# Atlas MFC Horizontal Milling Machine Restoration



## Earl Wong (Apr 3, 2017)

Heres a short clip and a few pics of the Atlas MFC Horizontal Milling Machine circa 1950, I just finished restoring. I purchased it from a fella in Toronto who had it on Kijiji. It appeared to be lightly used as there was no wear on any of the gears, everything was very stiff if not seized because of old dry grease and dirt. It came with the original stand. I had to machine a drawbar and some end mill holders for it. I'm almost finished machining the 2 step motor pulley as it came with some generic 1 step pulley. I obtained the mechanical drawing for the pulley from Clausing, the original one was still available to order but would have cost me about $200 Cdn.
My Mistake, I guess you cant post vids, so just a few pics


----------



## PeterT (Apr 3, 2017)

Very nice restoration!


----------



## Tom O (Apr 3, 2017)

very nice!

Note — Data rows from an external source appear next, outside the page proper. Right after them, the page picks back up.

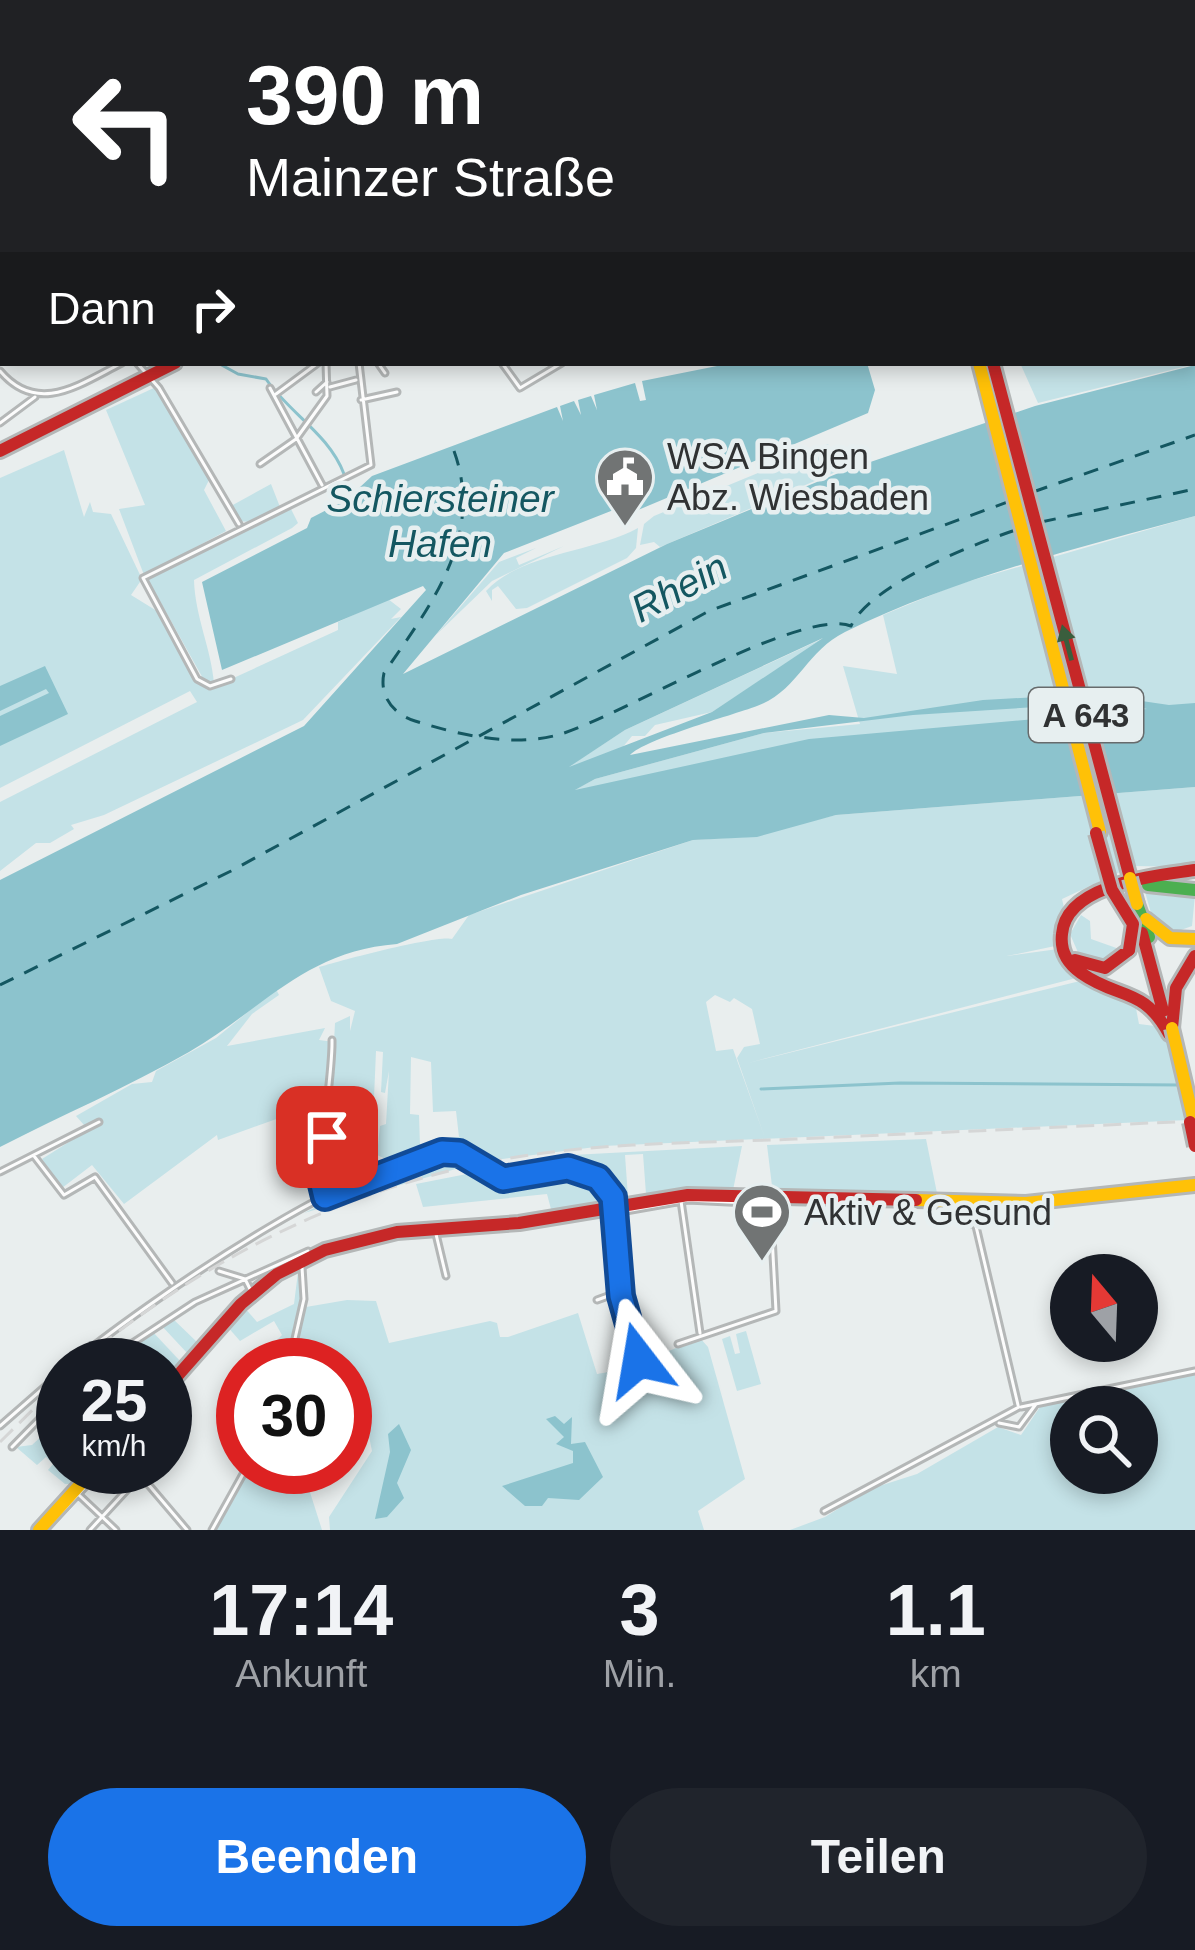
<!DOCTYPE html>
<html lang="de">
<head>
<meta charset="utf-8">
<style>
  body { margin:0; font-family:Arial,sans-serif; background:#20242c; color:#f1f3f6; height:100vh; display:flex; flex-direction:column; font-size:45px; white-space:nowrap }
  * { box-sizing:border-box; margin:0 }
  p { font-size:39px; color:#9ea1a6 }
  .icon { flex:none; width:66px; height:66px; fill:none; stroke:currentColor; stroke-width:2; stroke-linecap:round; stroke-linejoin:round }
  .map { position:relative; height:1530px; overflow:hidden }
  .panel { display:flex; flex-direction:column; background:#171b24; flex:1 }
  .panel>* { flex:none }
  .hud { position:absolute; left:0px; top:0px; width:1197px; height:366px; box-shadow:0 6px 18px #0003; background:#202124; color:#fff; overflow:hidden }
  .needle { width:78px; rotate:341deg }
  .buttons { position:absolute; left:1050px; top:1254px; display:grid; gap:24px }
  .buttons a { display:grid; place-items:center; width:108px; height:108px; border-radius:50%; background:#171b24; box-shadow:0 6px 18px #0003; font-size:60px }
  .speed { position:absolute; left:36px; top:1338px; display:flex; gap:24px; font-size:60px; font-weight:700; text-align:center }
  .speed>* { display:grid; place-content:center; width:156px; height:156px; border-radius:50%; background:#171b24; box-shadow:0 6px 18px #0003; line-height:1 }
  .speed small { font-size:30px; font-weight:400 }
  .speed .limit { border:18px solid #d22; background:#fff; color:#111 }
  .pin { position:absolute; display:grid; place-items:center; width:102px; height:102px; color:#fff; margin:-51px; border-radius:24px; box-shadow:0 6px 18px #0006 }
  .me { position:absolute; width:132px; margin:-66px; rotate:346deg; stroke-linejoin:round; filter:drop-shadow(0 0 9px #0008) }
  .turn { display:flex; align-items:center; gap:42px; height:252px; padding:0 48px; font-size:54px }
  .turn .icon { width:156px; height:156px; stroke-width:2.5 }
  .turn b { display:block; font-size:84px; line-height:102px }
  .then { display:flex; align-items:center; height:114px; padding:0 48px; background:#0003; gap:24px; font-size:45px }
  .eta { display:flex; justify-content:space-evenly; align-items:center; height:204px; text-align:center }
  .eta b { font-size:72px; font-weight:700; line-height:84px }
  .primary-button { display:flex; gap:24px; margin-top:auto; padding:24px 48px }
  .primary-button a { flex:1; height:138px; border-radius:72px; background:#1a73e8; color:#fff; font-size:48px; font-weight:700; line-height:138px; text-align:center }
  .primary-button a+a { background:#20242c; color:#f1f3f6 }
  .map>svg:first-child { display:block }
  .green { fill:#c4e2e7; fill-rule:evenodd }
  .water { fill:#8cc3cd; fill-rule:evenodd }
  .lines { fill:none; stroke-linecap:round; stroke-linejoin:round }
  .stream { stroke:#8cc3cd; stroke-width:3 }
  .ferry { stroke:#145761; stroke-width:3; stroke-dasharray:15 12; stroke-linecap:butt }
  .street-casing { stroke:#b4b7b7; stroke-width:9 }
  .fast-casing { stroke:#b4b7b7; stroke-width:18 }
  .slow-casing { stroke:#b4b7b7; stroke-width:18 }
  .jam-casing { stroke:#b4b7b7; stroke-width:18 }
  .street { stroke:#fcfcfc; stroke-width:3 }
  .fast { stroke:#4caf50; stroke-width:12 }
  .slow { stroke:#ffc107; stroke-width:12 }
  .jam { stroke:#c62828; stroke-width:12 }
  .rail { stroke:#d5d6d6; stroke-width:3; stroke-dasharray:18 9; stroke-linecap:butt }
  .street-bridge-casing { stroke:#b4b7b7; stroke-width:9; stroke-linecap:butt }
  .slow-bridge-casing { stroke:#b4b7b7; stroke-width:18; stroke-linecap:butt }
  .jam-bridge-casing { stroke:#b4b7b7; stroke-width:18; stroke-linecap:butt }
  .street-bridge { stroke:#fcfcfc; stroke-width:3 }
  .slow-bridge { stroke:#ffc107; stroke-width:12 }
  .jam-bridge { stroke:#c62828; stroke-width:12 }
  .oneway { fill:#3a5e3d }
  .route-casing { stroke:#114b97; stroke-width:30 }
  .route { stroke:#1a73e8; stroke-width:21 }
  .labels { text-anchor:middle; stroke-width:9; stroke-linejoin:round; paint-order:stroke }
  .shield { fill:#e7eff0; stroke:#676b6c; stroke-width:3 }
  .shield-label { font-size:33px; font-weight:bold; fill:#303233 }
  .poi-label { font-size:36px; fill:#303233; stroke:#e7eff0; text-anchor:start }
  .water-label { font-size:39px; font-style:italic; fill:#145761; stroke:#e7eff0 }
</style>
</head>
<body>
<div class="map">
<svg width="1195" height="1530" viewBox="0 0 1195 1530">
  <rect width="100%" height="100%" fill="#e9eeee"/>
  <path class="green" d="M1195 308V364L1038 403 1020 363H1194Z
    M156 387 209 480 204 490 226 531 144 575 119 509 145 505 106 410Z
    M828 444 839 465 850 466 660 547 654 542 640 545 644 524 654 516Z
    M64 450 84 517 90 502 93 512 111 514 142 579 131 595 165 616 200 683 216 686 338 630V622L388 599 401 609 391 619 401 617 303 720 104 815 71 825 74 829 50 843H36L0 871V802L197 702 190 691 0 788V478Z
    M271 484 280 507 250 522 238 521 231 506Z
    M290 507 298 523 292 528 194 580C195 616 211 648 214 683L205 682 147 578Z
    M1195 516V710L569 793 595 779 764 733 860 724 843 666 897 674 883 615 956 585Z
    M638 528 636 548 627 558 527 608 516 609 498 586 492 590V601L486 591C521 553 592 553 638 528Z
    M564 546 492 581 436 635 499 562 536 548 516 558 519 565Z
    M824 638 712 712 655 725 645 736H632L622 748 562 771 625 730Z
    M1195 787V867L1133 866 1062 899 1065 912 1057 925 1055 946 1007 956 1058 949 1080 977 748 1063 1080 981 1134 998 1139 1024 1163 1027 1188 1120 603 1146 487 1161 459 1151 420 1147 390 1161 377 1155 380 1126 386 1124 389 1071 385 1093 381 1092 383 1052 376 1051 371 1168 355 1174 360 1152 340 1146 339 1132 330 1133 329 1096 284 1098 282 1093V1117L218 1140 217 1135 124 1204 92 1165 62 1188 42 1159 99 1123 84 1125 76 1116 132 1084 152 1082 156 1071 216 1038 276 989 279 995 252 1014 227 1046 325 1028 319 1040 334 1042 335 1023 350 1016V1031L355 1011 331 1001 319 967C338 961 440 934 452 939L469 915 693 840 746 837 836 815ZM715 995 730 1002 734 998 752 1009 760 1044 744 1047 737 1058 765 1138 733 1049 716 1051 706 1002ZM411 1057 431 1062 433 1112 456 1111 459 1137 437 1138 420 1146 419 1115 410 1114Z
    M1168 889 1195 895 1192 926 1170 934 1153 920 1145 892 1175 897Z
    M1081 915 1090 921 1091 939 1122 950 1102 962 1080 957 1070 934Z
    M926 1139 937 1193 781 1191 772 1186 767 1145Z
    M742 1146 733 1190 646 1194 643 1154 625 1155 628 1197 618 1199C565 1128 540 1202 488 1169L572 1155Z
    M453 1158 466 1166 304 1213 376 1179Z
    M477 1172 510 1186 581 1174 597 1185 603 1203 552 1213 547 1194 423 1207 416 1184Z
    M298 1272 302 1304 292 1338 273 1344 282 1335 274 1321 240 1341 226 1325 243 1306 257 1322 294 1304Z
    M244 1294 165 1387V1365H102L151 1330 181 1362 188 1354 160 1324 172 1318 198 1343Z
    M347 1300 376 1301 389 1343 490 1321 497 1323 500 1337H508L578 1313 597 1374 626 1369 700 1338 708 1347 745 1479 698 1511 704 1530H330L329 1517 372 1451 367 1426 345 1424V1365H328L329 1349 294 1348 306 1307Z
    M746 1331 761 1384 737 1391 722 1339 730 1336 735 1354 740 1353 736 1334Z
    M1195 1374V1530H790L825 1517 870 1489 917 1474 998 1427 1021 1435 1040 1407ZM1071 1407H1137V1473H1071Z
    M45 1433 63 1448V1467H94L77 1484H65L48 1470 53 1464 46 1457 37 1465 16 1447 32 1445Z
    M249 1467H302L322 1530H213Z"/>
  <path class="water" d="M867 363 875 390 868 413 631 513 616 509 504 553 403 674 667 544 841 472 1035 406 1195 365V516C1078 548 955 578 845 632 806 651 798 691 757 706 730 716 645 739 630 755L829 715 864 718 983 700 1094 694 1169 705 1195 703V787L836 815 757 837 693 840 521 895 397 944C305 951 263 1009 189 1052 128 1087 62 1115 0 1147V880L304 726 426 590 423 586 222 670 202 582 307 528 311 518 346 500 372 476 557 407 563 421 560 406 574 401 581 415 578 400 591 396 597 410 594 395 635 383 640 401 646 400 642 381 732 363ZM823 638 712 712 569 767 625 730ZM1115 702 1147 709 809 739 575 790 595 779 764 733 913 715Z
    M45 666 68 714 0 746V716L49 693 46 689 0 711V686Z
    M555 1416 564 1424 572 1417 571 1444 585 1442 603 1477 579 1500 548 1498 542 1506H525L502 1486 573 1463V1451L556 1444 564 1437 546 1419Z
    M399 1424 411 1450 397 1483 404 1498 387 1517 375 1519 390 1452 388 1434Z"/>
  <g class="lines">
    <path class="stream" d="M0 178 3 177
      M218 363 238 374 266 379C289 413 329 434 344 474
      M761 1089 900 1083 1181 1085"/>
    <path class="ferry" d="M454 451C485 537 430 606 384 673 379 696 393 714 415 721 460 735 514 748 561 734 620 716 803 607 851 626 871 583 986 538 1032 525
      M1033 492 1195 435
      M1041 522 1195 489
      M0 985 231 871 709 611 1024 496"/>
    <defs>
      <path id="street" d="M126 0 128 3
        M693 0 694 3
        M1157 0 1159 3
        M1163 0 1164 3
        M130 3 134 0
        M1155 3V0
        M0 58 3 61
        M1194 73H1195
        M1194 149H1195
        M0 326H3
        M137 363 159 388 239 524
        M378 363 385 373
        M502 363 520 388 562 363
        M0 371C38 416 80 384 122 363
        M330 387 356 380
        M270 388 322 485
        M316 392 327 382
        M276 394 318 363
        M361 400 397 392
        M0 423 35 397
        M260 464 296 439 327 396 326 363
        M231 679 210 686 197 679 143 578 371 465 359 363
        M34 1156 64 1195 95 1177 172 1283
        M0 1172 99 1122
        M487 1172C531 1196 588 1137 614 1202
        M607 1189 629 1359 634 1362 641 1354 621 1296
        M325 1197C314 1169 333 1081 332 1040
        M681 1201 700 1333
        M967 1205 972 1224
        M971 1205 1018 1405
        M614 1211 615 1238
        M620 1212 688 1200 748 1203 757 1218 768 1220
        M435 1230 446 1276
        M219 1271 245 1279 251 1291
        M597 1300 619 1292
        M678 1344 776 1311 770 1198
        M70 1365C127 1316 406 1117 472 1160
        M99 1365 195 1302 308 1251
        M289 1365 304 1299 302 1267
        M1021 1407 1195 1371
        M999 1423 1019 1427 1036 1404
        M0 1426 63 1371
        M12 1447 63 1395
        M142 1477 187 1530
        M79 1495 116 1530
        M824 1511 1019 1407
        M44 1530 104 1467
        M90 1530 148 1467
        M212 1530 247 1467"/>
      <path id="fast" d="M58 0 60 3
        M267 0 268 3
        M887 0 888 3
        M1194 268H1195
        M1148 885 1195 890
        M1137 904 1149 937"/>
      <path id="slow" d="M513 0V3
        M200 3 203 0
        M412 3 415 0
        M0 169 3 167
        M979 363 1100 832
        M1146 919 1170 938 1195 939
        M916 1200 1026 1203 1195 1185
        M39 1530 96 1467"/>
      <path id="jam" d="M190 3 193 0
        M713 3 719 0
        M1168 3 1173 0
        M993 363 1130 878
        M0 451 175 363
        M1142 933 1163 1011
        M1075 960 1105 968 1129 950
        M1172 1028 1176 988 1195 956
        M1169 1034C1143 986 1119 1000 1081 973 1068 964 1060 951 1062 934 1066 883 1157 876 1195 870
        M165 1390 241 1304 277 1274 325 1250 397 1232 519 1223 688 1195 916 1200"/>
    </defs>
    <use href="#street" class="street-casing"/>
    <use href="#fast" class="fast-casing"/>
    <use href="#slow" class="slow-casing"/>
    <use href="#jam" class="jam-casing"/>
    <use href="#street" class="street"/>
    <use href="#fast" class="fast"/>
    <use href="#slow" class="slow"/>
    <use href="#jam" class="jam"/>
    <path class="rail" d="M595 3 599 0
      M0 281 3 280
      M77 1365C205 1256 357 1182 523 1156 613 1142 705 1143 795 1139 929 1133 1062 1127 1195 1121
      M0 1442 63 1380"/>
    <defs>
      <path id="street-bridge" d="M472 1160 485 1171"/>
      <path id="slow-bridge" d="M1130 878 1137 904
        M1172 1028 1195 1126"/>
      <path id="jam-bridge" d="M1096 833 1112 890 1133 924 1129 950
        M1190 1122 1195 1146"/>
    </defs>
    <use href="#street-bridge" class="street-bridge-casing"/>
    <use href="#slow-bridge" class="slow-bridge-casing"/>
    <use href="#jam-bridge" class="jam-bridge-casing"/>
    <use href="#street-bridge" class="street-bridge"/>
    <use href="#slow-bridge" class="slow-bridge"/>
    <use href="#jam-bridge" class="jam-bridge"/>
  </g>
  <defs><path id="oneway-solid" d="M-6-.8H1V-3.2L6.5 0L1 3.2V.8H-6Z" transform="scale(3)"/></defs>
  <use class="oneway" href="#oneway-solid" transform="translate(1067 643) rotate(-105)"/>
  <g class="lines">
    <defs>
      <path id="route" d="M327 1137 318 1168 325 1197 442 1152 459 1153 503 1179 568 1168 598 1178 613 1197 621 1296 639 1360"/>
    </defs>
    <use href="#route" class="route-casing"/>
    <use href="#route" class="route"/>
  </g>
  <defs>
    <symbol id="civic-pin" viewBox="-11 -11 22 30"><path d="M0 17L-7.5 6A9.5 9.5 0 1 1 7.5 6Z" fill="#717474" stroke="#e7eff0"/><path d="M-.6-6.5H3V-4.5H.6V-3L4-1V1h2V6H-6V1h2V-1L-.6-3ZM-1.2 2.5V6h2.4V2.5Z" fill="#fff"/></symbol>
    <symbol id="stadium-pin" viewBox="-11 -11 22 30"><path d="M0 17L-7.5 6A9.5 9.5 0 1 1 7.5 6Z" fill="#717474" stroke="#e7eff0"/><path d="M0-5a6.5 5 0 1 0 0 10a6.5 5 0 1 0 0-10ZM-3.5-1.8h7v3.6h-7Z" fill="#fff"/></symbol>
  </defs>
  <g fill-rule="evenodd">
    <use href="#civic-pin" x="592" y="444" width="66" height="90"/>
    <use href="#stadium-pin" x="729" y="1179" width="66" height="90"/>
  </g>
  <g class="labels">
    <rect class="shield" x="1029" y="688" width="114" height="54" rx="9"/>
    <g class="shield-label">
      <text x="1086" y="727">A 643</text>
    </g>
    <g class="poi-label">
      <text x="667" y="469">WSA Bingen<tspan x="667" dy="41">Abz. Wiesbaden</tspan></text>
      <text x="804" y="1225">Aktiv &amp; Gesund</text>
    </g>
    <g class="water-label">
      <text x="440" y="512">Schiersteiner<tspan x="440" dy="45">Hafen</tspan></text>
      <text transform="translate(679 587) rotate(-28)" y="14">Rhein</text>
    </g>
  </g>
</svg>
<div class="buttons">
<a><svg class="needle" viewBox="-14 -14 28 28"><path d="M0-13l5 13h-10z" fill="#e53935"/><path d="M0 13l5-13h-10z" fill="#9ea1a6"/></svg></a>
<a><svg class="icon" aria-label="search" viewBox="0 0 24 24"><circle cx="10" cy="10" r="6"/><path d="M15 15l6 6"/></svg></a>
</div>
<div class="speed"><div>25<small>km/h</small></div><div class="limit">30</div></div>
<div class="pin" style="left:327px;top:1137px;background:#d93025"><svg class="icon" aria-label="arrive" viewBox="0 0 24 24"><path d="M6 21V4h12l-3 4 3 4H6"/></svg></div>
<svg class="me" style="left:639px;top:1360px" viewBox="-20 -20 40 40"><path d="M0-17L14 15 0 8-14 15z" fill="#1a73e8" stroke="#fff" stroke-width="4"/></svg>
<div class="hud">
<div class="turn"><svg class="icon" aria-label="left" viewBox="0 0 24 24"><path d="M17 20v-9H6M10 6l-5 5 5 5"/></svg><div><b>390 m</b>Mainzer Straße</div></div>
<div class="then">Dann<svg class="icon" aria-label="right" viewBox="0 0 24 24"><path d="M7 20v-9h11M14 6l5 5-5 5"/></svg></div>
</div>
</div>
<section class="panel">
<div class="eta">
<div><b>17:14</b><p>Ankunft</p></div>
<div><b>3</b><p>Min.</p></div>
<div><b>1.1</b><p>km</p></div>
</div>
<div class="primary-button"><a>Beenden</a><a>Teilen</a></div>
</section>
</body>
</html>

Is that a metal bench or painted wood I have only heard of the wood ones like on the shaper shown here.


----------



## Tom O (Apr 3, 2017)

What are your plans for it? A keeper or a negotiable item? 
Just wondering!


----------



## Earl Wong (Apr 4, 2017)

Sorry Tom, its a keeper. I don't have a vertical mill yet, so need it for some projects, I find it really fun to use and like to keep it in my jewelry collection.


----------



## Tom O (Apr 4, 2017)

Ha no problem just one of those questions that has to be asked! I'll find one eventualy in the meantime I'll continue to get the inside of the garage ready for new machines although I may have to buy a shed for some storage of the crap I have acumulated over the years! lol


----------



## RobinHood (Apr 4, 2017)

very nice job!


----------



## Earl Wong (Apr 24, 2017)

Finally finished machining the 2 step motor pulley for the mill using mechanical drawings from Clausing


----------



## Dabbler (Apr 24, 2017)

Earl, that is a beaut of a machine, and your work on it is fantastic!


----------



## Michael (Apr 26, 2017)

That is drool worthy for sure. I would love to find something similar.


----------



## Payner (Sep 22, 2021)

Great job , I have done one of those as well now just waiting to replace one of the universals for the table power feed that was broken .


----------